We like to call it Beacon Hollow Farm, and although it’s in a hollow on Beacon Hill Road, it’s just a stone’s throw from the highest point on the island, Beacon Hill.
Going back in time, the area was called Mott’s Farm, a sprawling dairy farm comprising hundreds of acres. Today, we have but five acres after many subdivisions through the years. The original farmhouse — a mansard-roofed building built after the Civil War — remains a private home separate from the Beacon Hollow Farm as we know it today. “Dead Eye Dick” — Richard Dodge — and his wife Cecile owned the properties years back, as well as the Dead Eye Dick’s restaurant, which is still in business today. It was called Dead Eye’s not because Dick had a bad eye but because they collected “dead eyes,” which were present throughout the restaurant. A “dead eye” is an item of hard wood used in rigging sail lines. The Dodges never farmed the land but the remnants of the old barn and milk house were found in rubble and were mostly brush-covered until we purchased the property years ago. From most local accounts, the ‘38 hurricane destroyed the old barn. The farmhouse is no longer part of the farm, but the foundation of the barn was restored and a new barn was constructed on it.
Town officials allowed us to construct a barn on the existing foundation with code recommendations and the use of native Rhode Island timber. While excavating and digging the area, a 1,000 gallon cistern was uncovered with a chain-like apparatus with tin cups used as a water retrieving system for watering the animals. A shaving mug and an old straight razor and comb were also found in the foundation, meaning people lived wherever they could on Block Island even then. A deep hand-dug well still filled with water also was a water source. Farmers didn’t want ponds since they took up too much grassland. Our present ponds at the Hollow are artificial and considered livestock retention ponds. Some time ago, an FBI search party grappled the well looking for a missing person thought to have been buried in the area, which now makes me nervous whenever I use a shovel. Needless to say, we don’t drink the water. 

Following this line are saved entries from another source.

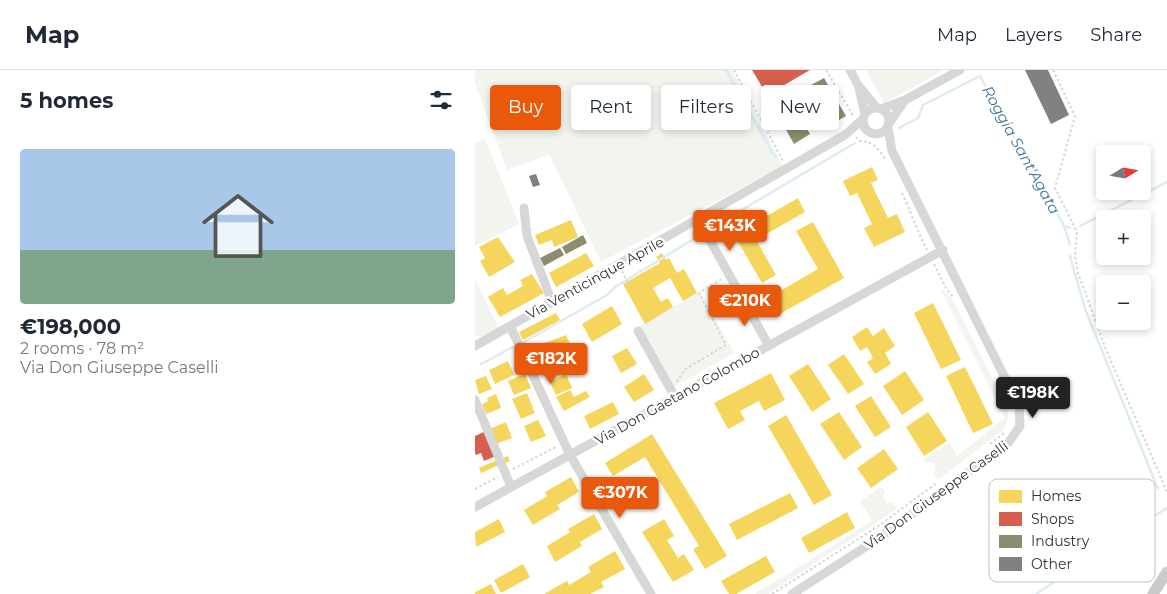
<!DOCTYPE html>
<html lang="en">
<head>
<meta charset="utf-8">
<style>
	body { margin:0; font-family:Montserrat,sans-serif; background:#f2f2f3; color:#1f2937; height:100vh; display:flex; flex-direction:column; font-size:19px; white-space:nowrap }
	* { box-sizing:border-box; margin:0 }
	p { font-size:16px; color:#747a83 }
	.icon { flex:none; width:28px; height:28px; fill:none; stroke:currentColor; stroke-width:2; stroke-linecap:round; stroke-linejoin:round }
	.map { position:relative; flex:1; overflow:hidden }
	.drawer { display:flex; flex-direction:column; background:#fff; width:475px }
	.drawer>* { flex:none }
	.guide { position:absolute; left:15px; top:15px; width:475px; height:45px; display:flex; gap:10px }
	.needle { width:32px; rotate:79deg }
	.tools { position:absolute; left:621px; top:75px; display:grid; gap:10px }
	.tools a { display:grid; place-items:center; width:55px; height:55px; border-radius:5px; background:#fff; box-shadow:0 2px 8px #0003; font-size:25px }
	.price { position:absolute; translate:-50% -42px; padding:0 11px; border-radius:5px; background:#ea580c; color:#fff; font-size:16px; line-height:32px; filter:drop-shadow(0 1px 2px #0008) }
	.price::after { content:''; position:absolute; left:50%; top:30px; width:15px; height:11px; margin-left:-8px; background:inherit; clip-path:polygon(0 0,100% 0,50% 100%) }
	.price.current { background:#222; color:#fff }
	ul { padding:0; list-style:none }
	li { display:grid; align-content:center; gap:10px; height:265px; padding:0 20px }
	li span { display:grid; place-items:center; height:155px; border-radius:5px; color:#555 }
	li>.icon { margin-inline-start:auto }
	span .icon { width:90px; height:90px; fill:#fffc; stroke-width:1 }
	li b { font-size:21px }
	h2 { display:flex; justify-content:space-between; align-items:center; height:60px; padding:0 20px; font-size:21px }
	.pill { padding:0 18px; border-radius:5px; background:#fff; box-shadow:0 2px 8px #0003; font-size:18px; line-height:45px }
	.pill.current { background:#ea580c; color:#fff }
	header { display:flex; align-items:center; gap:30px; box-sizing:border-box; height:70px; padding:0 25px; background:#fff; border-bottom:1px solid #e0e1e3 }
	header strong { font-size:24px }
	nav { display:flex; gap:28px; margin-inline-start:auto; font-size:18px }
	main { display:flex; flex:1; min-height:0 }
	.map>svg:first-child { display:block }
	.green { fill:#f1f5ed }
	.homes { fill:#f6d55c }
	.shops { fill:#d6604d }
	.industry { fill:#8c8c6e }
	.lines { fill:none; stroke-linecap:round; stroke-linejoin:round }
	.stream { stroke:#ddebf3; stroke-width:2.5 }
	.building { fill:#818181 }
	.path { stroke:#d6d6d6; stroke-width:2; stroke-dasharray:2.5 2.5; stroke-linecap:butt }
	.minor { stroke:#d7d7d7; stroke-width:9 }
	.major { stroke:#cacaca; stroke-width:11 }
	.labels { text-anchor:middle; stroke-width:5; stroke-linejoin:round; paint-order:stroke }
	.street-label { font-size:14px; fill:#333; stroke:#fff }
	.water-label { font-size:15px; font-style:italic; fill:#3f7597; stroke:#fff }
	.key { fill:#fff; stroke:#c2c2c2; stroke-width:1 }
	.key-label { font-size:14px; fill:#333 }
</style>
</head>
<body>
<header>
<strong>Map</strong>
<nav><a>Map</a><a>Layers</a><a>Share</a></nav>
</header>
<main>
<section class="drawer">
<h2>5 homes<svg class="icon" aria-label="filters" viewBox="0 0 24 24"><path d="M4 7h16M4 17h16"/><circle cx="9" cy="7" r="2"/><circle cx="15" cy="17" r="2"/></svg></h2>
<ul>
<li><span style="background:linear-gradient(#a9c7e8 65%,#7fa58c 0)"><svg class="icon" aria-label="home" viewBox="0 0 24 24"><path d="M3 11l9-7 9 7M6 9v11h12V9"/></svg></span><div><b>€198,000</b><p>2 rooms · 78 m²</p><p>Via Don Giuseppe Caselli</p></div></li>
</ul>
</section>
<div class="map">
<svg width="692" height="524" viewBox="0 0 692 524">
	<rect width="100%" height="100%" fill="#fff"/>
	<path class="green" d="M0,0h257l51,96 -182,96 -52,-108 -42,16 -32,-87z
		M391,0h78l-60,33z
		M10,69l34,85 -44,22v-103z
		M0,209l24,49 -15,9 -9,-1z
		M468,219l10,11 53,106c4,10 2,18 -5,26l-63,48 -4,-7 2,-6 -3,-5h-7l-2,-3 26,-17 7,14 48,-38 -64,-128z
		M225,222l34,61 -64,36 -34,-61z
		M406,417l4,4 -2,6 4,6 6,-1 4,7 -129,85h-13l117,-73 -12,-20z"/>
	<path class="homes" d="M397,97l6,13 -7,3 17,35 9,-4 8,18 -31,15 -10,-19 8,-4 -15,-31 -7,3 -7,-15z
		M323,128l7,14 -49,28 20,35 -14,8 -28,-48z
		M96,150l7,17 -24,10 -2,-7 -13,5 -4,-10z
		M338,152l31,56 -66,37 -10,-17 50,-29 -22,-38z
		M23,167l17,25 -26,15 -9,-16 5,-3 -6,-11z
		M111,183l8,13 -38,21 -7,-14z
		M187,183l4,7 3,-2 8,15 7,-4 13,24 -14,8 -13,-23 -17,10 8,14 7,-4 5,9 -28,17 -22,-40 37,-21 -4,-6z
		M57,204l12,19 -44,24 -12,-20 15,-9 4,7 16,-9 -3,-6z
		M458,233l28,57 -20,9 -27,-56z
		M137,236l10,18 -30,18 -10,-18z
		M81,243l4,7 -37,20 -4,-8z
		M392,257l6,9 11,-8 11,18 -10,7 6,11 -16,10 -8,-12 6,-4 -6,-11 -7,4 -8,-14z
		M91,265l4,9 -30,16 -6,-13z
		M152,278l10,16 -16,9 -9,-17z
		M369,284l20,30 -16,10 -20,-29z
		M88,288l4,9 -20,9 -4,-10z
		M33,291l6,14 -19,9 -6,-14z
		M333,294l23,35 -19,13 -23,-36z
		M490,297l28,57 -20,9 -27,-57z
		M430,301l19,29 -22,15 -19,-29z
		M296,303l14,27 -21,11 -5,-10 -19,10 5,9 -17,9 -14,-26z
		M50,304l6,14 -17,7 -6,-14z
		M91,304l6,14 -16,7 -6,-13z
		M169,304l10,16 -20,12 -10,-15z
		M11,306l6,13 -13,5 -4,-14z
		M95,320l4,7 12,-6 4,6 -26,14 -8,-14z
		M52,323l8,20 -14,6 -9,-20z
		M21,324l5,14 -15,6 -4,-10 6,-3 -1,-3z
		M396,326l20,31 -16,10 -20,-31z
		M138,332l6,12 -29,15 -6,-13z
		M364,342l23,35 -18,13 -24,-36z
		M453,342l19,29 -23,15 -18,-29z
		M311,345l46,80 -18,10 -46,-79z
		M63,350l8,16 -15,6 -7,-16z
		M31,352l6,16 -16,6 -6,-15z
		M177,364l75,122 -22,13 -12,-20 6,-3 -54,-89 -32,19 -8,-13z
		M409,379l14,20 -27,19 -14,-20z
		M33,386l2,5 -7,3 -2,-5z
		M22,390l2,5 -18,8 -2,-5z
		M96,407l8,15 -22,13 3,4 -27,16 -9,-15 23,-14 -2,-4z
		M315,423l8,15 -61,32 -8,-16z
		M372,442l8,16 -46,25 -8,-15z
		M119,444l8,15 -22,13 2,4 -27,16 -8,-16 23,-14 -2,-3z
		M24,449l6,13 -29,15 -1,-15z
		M189,449l10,17 -7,4 11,18 6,-4 10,16 -21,12 -31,-50z
		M140,481l10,18 -24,13 3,5 -14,7h-46l23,-13 2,4 22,-13 -3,-5z
		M291,486l9,16 -39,22h-7l-8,-13z
		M48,494l7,13 -29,16 -7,-13z
		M16,514l5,10h-21v-2z"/>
	<path class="shops" d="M277,0h58l-43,25z
		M11,361l10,25 -12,5 -3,-8 -5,2 -1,-2v-17z"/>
	<path class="industry" d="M349,8l22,38 -21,12 -23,-38z
		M313,24l22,40 -16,10 -23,-41z
		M108,165l4,8 -21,11 -4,-7z
		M85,178l4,7 -20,11 -4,-8z"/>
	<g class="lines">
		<path class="stream" d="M251,0l49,87
			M424,58l19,-10 5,-13 57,-29 84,150 6,2
			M589,156l6,18
			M605,156l87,-44
			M238,157l142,-84
			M595,186l15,53 73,180
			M49,272l83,-47 8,-8 82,-50
			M6,294l32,-17
			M561,524l131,-86"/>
	</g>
	<path class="building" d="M550,0h23l21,45 -18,9z
		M61,104l4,11 -7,2 -4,-11z"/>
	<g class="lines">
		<path class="path" d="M259,0l49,91
			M351,0l28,47
			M578,0l22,46 -20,72 22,44 -2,24 3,17 27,74 62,145
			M381,67l3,4c13,0 21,8 26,19
			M427,123c9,19 15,38 25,57
			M459,194l13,26 7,8
			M147,201l8,16
			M202,312l8,-13 41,-24 -27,-52 23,-14
			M515,374l14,-11
			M38,399l43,-22
			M0,419l23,-12
			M297,524l105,-67 61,-45"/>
		<path class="minor" d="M375,0l8,15 19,23
			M384,18l6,26
			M388 51a13 13 0 1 1 26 0a13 13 0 1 1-26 0Z
			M406,39l24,-9 55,-30
			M415,52l15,-22
			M49,138l3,28 25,66
			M223,149l71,127
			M35,256l60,129 81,139
			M163,261l37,66
			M0,276l370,-211 18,-16
			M0,330l36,87
			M0,437l468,-257
			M317,524l92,-59 125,-93 11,-16 -1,-20 -127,-255 -4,-23"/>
		<path class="major" d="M678,524l14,-22"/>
	</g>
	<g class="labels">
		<g class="street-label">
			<text transform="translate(120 208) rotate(-29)" y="5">Via Venticinque Aprile</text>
			<text transform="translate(202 326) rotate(-29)" y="5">Via Don Gaetano Colombo</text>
			<text transform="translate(461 425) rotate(-36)" y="5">Via Don Giuseppe Caselli</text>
		</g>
		<g class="water-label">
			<text transform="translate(546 80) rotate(61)" y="5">Roggia Sant'Agata</text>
		</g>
	</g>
	<rect x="514" y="409" width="166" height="103" rx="8" class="key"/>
	<rect x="524" y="420" width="23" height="13" fill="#f6d55c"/>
	<rect x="524" y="442" width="23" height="14" fill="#d6604d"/>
	<rect x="524" y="465" width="23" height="13" fill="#8c8c6e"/>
	<rect x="524" y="487" width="23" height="14" fill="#818181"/>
	<g class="key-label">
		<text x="556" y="431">Homes</text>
		<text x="556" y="454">Shops</text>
		<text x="556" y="476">Industry</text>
		<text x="556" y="499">Other</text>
	</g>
</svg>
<div class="tools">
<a><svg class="needle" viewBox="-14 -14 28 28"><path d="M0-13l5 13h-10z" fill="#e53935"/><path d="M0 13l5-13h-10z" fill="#747a83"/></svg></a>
<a>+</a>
<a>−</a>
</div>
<b class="price" style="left:255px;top:182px">€143K</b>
<b class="price" style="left:270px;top:257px">€210K</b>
<b class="price" style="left:76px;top:315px">€182K</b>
<b class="price current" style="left:558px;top:349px">€198K</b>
<b class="price" style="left:145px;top:449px">€307K</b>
<div class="guide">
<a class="pill current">Buy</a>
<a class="pill">Rent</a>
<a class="pill">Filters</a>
<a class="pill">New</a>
</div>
</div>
</main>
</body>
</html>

The farm has been transformed from years of overgrown vegetation into a working farm again. There are horses, donkeys, goats, chickens, ducks, dogs and cats now all calling this home. We produce farm fresh free-range eggs for the asking. There is no growth on the ancient stone walls, goats love poison ivy, and donkeys love blackberry brush. No ticks where chickens pluck, but don’t try to plant grass seed. A post and beam house is now the farmhouse far up in the corner of the property, but the old mansard still looms supreme on the yonder hill.
Excluding the new home and viewing just the farm, the renovated barn and the original mansard farm house up on the hill, a time warp exists unchanged for 130 years.